» Your goal:
Using the data that follows, give the number of lines in which the word "buttons" occurs. Write only the number.
-.-.-
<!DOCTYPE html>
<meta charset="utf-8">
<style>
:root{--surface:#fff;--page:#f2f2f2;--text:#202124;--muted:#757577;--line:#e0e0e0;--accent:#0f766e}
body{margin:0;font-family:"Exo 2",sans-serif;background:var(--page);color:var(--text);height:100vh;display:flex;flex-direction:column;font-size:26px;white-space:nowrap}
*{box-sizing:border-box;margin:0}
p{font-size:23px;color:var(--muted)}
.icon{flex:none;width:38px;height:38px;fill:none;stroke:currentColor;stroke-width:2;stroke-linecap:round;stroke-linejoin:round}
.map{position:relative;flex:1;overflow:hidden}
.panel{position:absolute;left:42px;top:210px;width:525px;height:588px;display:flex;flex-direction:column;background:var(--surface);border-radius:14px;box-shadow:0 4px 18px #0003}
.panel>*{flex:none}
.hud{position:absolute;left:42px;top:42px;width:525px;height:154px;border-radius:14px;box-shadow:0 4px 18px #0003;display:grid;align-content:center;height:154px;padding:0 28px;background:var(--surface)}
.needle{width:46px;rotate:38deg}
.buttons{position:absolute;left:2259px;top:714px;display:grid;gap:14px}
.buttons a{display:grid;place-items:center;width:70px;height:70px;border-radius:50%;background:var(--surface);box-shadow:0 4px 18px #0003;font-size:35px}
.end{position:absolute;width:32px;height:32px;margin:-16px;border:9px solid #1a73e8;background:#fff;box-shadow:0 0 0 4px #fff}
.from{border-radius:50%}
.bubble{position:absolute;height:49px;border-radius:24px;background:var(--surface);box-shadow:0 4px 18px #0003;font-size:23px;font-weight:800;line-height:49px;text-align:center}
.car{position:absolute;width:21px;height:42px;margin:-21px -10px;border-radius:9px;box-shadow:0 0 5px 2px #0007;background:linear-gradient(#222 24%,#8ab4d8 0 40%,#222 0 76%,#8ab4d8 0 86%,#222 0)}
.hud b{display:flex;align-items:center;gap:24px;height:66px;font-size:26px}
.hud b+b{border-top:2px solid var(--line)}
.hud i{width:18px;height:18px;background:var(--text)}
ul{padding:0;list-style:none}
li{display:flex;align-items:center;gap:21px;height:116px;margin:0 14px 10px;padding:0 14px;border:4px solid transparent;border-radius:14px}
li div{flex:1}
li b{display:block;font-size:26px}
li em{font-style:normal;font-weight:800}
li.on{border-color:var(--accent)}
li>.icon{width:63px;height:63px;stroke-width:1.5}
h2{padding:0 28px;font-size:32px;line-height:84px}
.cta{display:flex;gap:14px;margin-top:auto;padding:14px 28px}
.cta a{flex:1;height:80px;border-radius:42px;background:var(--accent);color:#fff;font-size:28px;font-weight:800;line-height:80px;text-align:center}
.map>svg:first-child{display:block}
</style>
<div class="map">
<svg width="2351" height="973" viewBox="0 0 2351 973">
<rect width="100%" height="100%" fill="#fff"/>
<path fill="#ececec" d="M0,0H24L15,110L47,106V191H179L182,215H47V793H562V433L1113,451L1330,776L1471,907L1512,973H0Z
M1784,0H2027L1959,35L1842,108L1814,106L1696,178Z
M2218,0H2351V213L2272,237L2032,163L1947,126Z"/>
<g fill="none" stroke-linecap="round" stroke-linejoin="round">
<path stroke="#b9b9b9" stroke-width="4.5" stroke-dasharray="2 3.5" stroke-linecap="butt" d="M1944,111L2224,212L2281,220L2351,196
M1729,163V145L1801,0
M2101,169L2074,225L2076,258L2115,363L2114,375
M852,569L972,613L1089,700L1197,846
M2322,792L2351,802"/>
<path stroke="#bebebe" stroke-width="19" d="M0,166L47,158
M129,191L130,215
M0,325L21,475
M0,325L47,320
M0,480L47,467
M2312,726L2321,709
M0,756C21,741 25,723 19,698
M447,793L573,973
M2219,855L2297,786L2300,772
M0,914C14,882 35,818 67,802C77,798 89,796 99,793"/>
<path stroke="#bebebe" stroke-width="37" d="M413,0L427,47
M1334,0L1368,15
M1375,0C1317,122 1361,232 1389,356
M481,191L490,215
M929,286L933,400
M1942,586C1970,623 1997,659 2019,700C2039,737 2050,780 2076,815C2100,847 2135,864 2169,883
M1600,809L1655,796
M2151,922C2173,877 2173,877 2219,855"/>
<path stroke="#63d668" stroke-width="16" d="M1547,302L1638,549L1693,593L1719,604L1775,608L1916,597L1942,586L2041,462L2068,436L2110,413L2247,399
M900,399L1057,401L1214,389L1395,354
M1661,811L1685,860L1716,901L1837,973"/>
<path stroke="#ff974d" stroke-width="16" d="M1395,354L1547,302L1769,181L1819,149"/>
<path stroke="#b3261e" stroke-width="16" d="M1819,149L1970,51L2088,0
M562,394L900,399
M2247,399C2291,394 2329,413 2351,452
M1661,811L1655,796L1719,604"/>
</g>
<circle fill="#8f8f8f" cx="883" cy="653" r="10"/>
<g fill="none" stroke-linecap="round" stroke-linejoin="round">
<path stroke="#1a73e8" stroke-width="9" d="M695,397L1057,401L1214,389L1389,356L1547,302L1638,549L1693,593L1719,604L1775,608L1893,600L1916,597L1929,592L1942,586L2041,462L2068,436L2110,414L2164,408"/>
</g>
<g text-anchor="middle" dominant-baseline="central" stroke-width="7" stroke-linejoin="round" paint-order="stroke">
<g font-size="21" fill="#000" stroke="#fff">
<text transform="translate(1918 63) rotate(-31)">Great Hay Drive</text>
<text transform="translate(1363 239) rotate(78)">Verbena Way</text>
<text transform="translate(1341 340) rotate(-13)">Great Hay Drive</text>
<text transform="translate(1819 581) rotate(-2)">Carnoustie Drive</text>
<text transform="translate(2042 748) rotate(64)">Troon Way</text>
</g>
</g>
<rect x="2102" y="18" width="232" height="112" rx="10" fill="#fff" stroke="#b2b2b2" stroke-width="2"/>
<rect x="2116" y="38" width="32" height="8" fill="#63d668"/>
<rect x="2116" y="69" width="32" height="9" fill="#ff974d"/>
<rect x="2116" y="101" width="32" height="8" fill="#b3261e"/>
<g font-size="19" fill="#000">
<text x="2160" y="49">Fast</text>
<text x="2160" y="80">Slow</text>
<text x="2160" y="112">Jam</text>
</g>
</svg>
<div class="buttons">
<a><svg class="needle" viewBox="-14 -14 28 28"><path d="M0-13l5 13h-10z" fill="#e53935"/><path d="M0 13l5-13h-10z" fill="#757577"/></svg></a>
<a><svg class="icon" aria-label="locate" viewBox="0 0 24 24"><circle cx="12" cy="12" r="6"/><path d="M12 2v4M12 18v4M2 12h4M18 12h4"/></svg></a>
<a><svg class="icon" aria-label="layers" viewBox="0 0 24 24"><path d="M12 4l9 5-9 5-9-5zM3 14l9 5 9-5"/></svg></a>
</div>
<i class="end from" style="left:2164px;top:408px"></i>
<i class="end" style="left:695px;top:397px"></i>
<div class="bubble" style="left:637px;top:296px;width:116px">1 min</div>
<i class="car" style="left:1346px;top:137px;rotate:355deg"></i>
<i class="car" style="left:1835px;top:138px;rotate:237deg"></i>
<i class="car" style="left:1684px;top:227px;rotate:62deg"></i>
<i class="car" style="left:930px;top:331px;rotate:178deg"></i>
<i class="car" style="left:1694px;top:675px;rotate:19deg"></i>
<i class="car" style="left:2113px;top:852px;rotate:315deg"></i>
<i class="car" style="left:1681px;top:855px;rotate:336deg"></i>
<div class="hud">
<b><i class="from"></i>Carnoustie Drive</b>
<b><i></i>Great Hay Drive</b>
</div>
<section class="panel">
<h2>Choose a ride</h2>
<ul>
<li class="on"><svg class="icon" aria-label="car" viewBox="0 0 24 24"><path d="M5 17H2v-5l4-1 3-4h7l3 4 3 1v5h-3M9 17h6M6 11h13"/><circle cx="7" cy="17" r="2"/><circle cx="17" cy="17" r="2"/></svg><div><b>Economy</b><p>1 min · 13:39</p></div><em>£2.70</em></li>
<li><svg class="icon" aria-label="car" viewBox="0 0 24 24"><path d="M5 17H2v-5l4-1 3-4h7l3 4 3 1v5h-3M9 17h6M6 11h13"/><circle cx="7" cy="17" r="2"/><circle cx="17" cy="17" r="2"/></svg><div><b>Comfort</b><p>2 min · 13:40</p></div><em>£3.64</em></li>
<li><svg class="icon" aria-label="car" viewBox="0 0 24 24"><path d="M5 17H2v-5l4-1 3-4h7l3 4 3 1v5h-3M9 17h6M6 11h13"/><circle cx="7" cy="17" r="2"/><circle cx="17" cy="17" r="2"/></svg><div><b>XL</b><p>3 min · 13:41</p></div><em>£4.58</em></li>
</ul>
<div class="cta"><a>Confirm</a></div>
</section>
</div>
-.-.-
» Exercise answer:
3